3. Ether gained 6%, and ETH staking increasing by 30.3%
The crypto market teetered on the edge of its seat throughout May and April in anticipation of Ethereum‘s long-awaited Shapella upgrade. The upgrade was a huge step in Ethereum’s transition from proof-of-work to proof-of-stake and it enabled users to withdraw staked Ether for the first time.
Many expressed fears that withdrawals would trigger a sell-off, but this wasn’t the case.
ETH gained 6% in Q2, hot on the heels of Bitcoin. Following the Shapella upgrade in April, Ether cracked $2000, quelling fears of a sell off. At the time of writing, Ether is trading just shy of $1,900.

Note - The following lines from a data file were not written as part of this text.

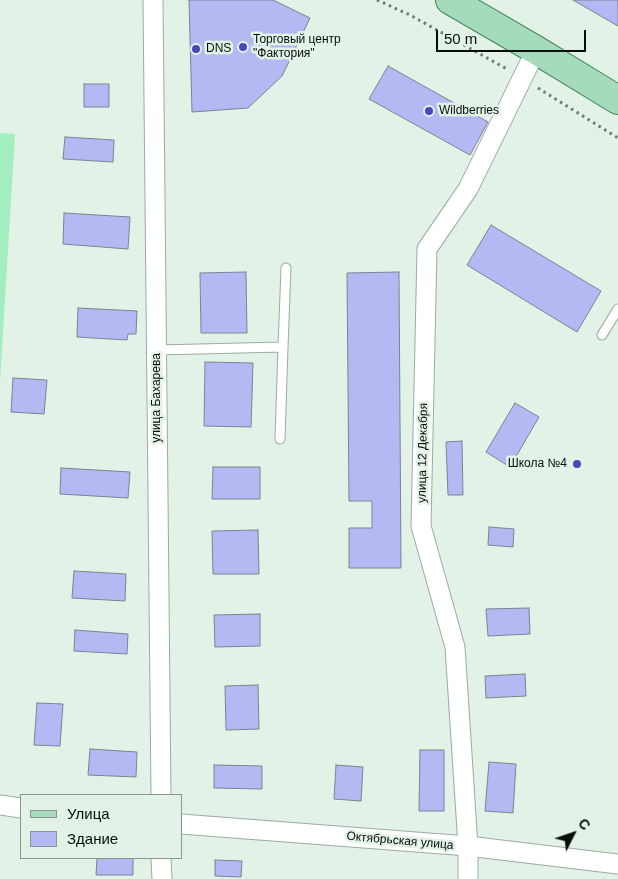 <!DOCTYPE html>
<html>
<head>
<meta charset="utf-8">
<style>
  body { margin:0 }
  #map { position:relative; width:618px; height:879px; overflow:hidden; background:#e2f2e7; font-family:Helvetica,sans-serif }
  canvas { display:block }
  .legend { position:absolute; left:20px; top:794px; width:162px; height:65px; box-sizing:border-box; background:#e2f2e7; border:1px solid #8b968e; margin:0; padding:6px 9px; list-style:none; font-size:15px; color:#080d09 }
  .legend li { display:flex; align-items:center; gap:10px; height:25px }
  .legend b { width:25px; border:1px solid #8b968e }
  .north { position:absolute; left:548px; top:809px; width:50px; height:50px; -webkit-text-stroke:4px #e2f2e7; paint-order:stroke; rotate:49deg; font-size:14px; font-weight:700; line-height:20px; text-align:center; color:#080d09 }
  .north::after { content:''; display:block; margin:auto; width:18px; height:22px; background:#080d09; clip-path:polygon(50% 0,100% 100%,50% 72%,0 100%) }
  .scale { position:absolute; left:436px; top:30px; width:150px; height:22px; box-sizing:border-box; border:2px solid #080d09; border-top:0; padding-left:6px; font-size:15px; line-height:18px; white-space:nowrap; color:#080d09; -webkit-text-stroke:4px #e2f2e7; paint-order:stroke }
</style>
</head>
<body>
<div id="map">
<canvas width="618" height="879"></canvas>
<ul class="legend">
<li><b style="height:6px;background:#a4dbbb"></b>Улица</li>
<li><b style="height:14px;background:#b5b9f3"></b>Здание</li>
</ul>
<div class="north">С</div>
<div class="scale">50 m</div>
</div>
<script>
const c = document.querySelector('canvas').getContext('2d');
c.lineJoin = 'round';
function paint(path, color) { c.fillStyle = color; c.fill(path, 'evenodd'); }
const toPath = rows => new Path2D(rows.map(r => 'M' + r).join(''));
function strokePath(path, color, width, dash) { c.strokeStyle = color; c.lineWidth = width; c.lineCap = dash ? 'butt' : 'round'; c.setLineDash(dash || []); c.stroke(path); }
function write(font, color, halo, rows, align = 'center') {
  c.font = font + ' Helvetica,sans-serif'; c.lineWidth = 5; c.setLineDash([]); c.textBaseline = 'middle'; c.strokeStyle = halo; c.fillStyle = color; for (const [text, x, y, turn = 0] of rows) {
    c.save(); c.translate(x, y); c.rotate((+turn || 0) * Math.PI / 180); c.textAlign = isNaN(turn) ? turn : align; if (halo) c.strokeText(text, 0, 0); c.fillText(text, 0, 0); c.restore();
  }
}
paint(toPath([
  [0,133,15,134,0,382]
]), '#a3eebf');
const building = toPath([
  [189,0,273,0,310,18,282,76,248,108,192,112,189,0],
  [573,0,618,0,618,26,573,0],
  [388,66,488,122,470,155,369,99,388,66],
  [84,84,109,84,109,107,84,107,84,84],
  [65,137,114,140,113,162,63,159,65,137],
  [64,213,130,217,128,249,63,244,64,213],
  [491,225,601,291,577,332,467,265,491,225],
  [246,272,247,333,201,333,200,273,246,272],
  [399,272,401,568,349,568,349,528,372,528,372,501,349,501,347,273,399,272],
  [78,308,137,311,136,334,128,334,127,340,77,337,78,308],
  [205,362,253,363,251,427,204,426,205,362],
  [13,378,47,380,44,414,11,412,13,378],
  [515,403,539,417,510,467,486,452,515,403],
  [462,441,463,495,448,495,446,442,462,441],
  [213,467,260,467,260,499,212,499,213,467],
  [61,468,130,472,128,498,60,494,61,468],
  [489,527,514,529,513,547,488,545,489,527],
  [258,530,259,574,213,574,212,531,258,530],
  [74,571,126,574,125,601,72,598,74,571],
  [529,608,530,634,488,636,486,609,529,608],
  [260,614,260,646,215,647,214,615,260,614],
  [75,630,128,634,127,654,74,651,75,630],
  [525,674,526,696,486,698,485,676,525,674],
  [258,685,259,729,226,730,225,686,258,685],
  [37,703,63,704,60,746,34,745,37,703],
  [90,749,137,752,136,777,88,775,90,749],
  [420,750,444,750,444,811,419,811,420,750],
  [489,762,516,764,513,813,485,811,489,762],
  [214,765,262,766,262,789,214,788,214,765],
  [336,765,363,767,361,801,334,799,336,765],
  [97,858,133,858,133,875,96,875,97,858],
  [215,860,242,861,241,877,215,876,215,860]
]);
paint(building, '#b5b9f3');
strokePath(building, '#7f8090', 1);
const lane = toPath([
  [602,335,618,309],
  [157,350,283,347,286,268],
  [280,439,283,347]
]);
const street = toPath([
  [153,0,161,795],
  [0,805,21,808],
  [181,824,468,846,618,864],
  [161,858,162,879],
  [468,879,468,846,455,647,421,526,427,249,468,189,536,50]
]);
const primary = toPath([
  [450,0,536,50,618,100]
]);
strokePath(lane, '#9caba1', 11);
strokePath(street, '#9caba1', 21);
strokePath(primary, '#46835f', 30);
strokePath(toPath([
  [377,0,410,15,507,69],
  [538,88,618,138]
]), '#707a73', 3, [2.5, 4]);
strokePath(lane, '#fff', 9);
strokePath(street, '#fff', 19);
strokePath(primary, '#a4dbbb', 28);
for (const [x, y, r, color] of [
  [243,47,5,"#5043bb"],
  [196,49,5,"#5043bb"],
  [429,111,5,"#5043bb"],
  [577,464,5,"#5043bb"]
]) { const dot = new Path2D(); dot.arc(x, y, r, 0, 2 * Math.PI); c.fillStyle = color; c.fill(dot); strokePath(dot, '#e2f2e7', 2); }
write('12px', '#080d09', '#e2f2e7', [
  ["Торговый центр",253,40],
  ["\"Фактория\"",253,54],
  ["DNS",206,49],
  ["Wildberries",439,111],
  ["Школа №4",567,464,"right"]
], 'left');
write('12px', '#080d09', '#e2f2e7', [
  ["улица Бахарева",157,398,-90],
  ["улица 12 Декабря",423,453,-89],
  ["Октябрьская улица",400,841,5]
]);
</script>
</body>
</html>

Ethereum staking increased by an impressive 30% throughout Q2, with liquid staking protocols such as Lido leading the way.
Lido accounted for 31% of staked ETH in Q2, with Coinbase and Binance accounting for 9% and 5% respectively. Kraken on the other hand saw a 3% decrease, following its settlement with the SEC.
By the end of Q2, total staked Ether hit 23.6 million, an increase of 5.6 million, showing improved trust in Ethereum as a proof-of-stake network.
4. NFT trading volume dropped by 35%
Q2 saw a 35% decline in NFT trading volume, falling from $4.84 billion in Q1 to $3.15 billion in Q2.
Nonetheless, Ethereum continued to dominate the market, capturing a massive 83% of volume. When Bitcoin Ordinals surged in May, Ethereum’s dominance dropped down to 73.3%.
Solana suffered substantial losses following the migration of projects such as y00ts over to Polygon and DeGods over to Ethereum. In Q2, Solana’s trading volume plummeted by 78%, from $184.91 million in Q1 to $39.66 million in Q2.
Since June 2023, Blur has captured a staggering 71.2% of NFT trading volume, in part due to the launch of its NFT lending protocol, Blend. OpenSea’s share of the market decreased, falling from 33% in Q1 to 23% in Q2.
With Blend live, NFT lending increased by 453% from $74 million to $411 million. The most sought after NFTs on loan were Azuki and Bored Ape Yacht Club, capturing 29% and 28% of loans respectively.
Despite their popularity on Blend, the protocol may have inadvertently damaged the floor prices of Azuki and Bored Ape. In Q2, the floor price of Azuki slid by 36%, and Bored Ape took an even bigger loss of 41%.
Milady Maker made substantial gains in Q2 for two reasons, namely: Blur featured the collection as one of its three features on Blend, and Elon Musk famously tweeted a picture of a Milady meme captioned, “there is no meme, I love you”.
Milady jumped from 1.1 Ether in April to 5.5 in May, dipping back to a comfortable 3 Ether in June.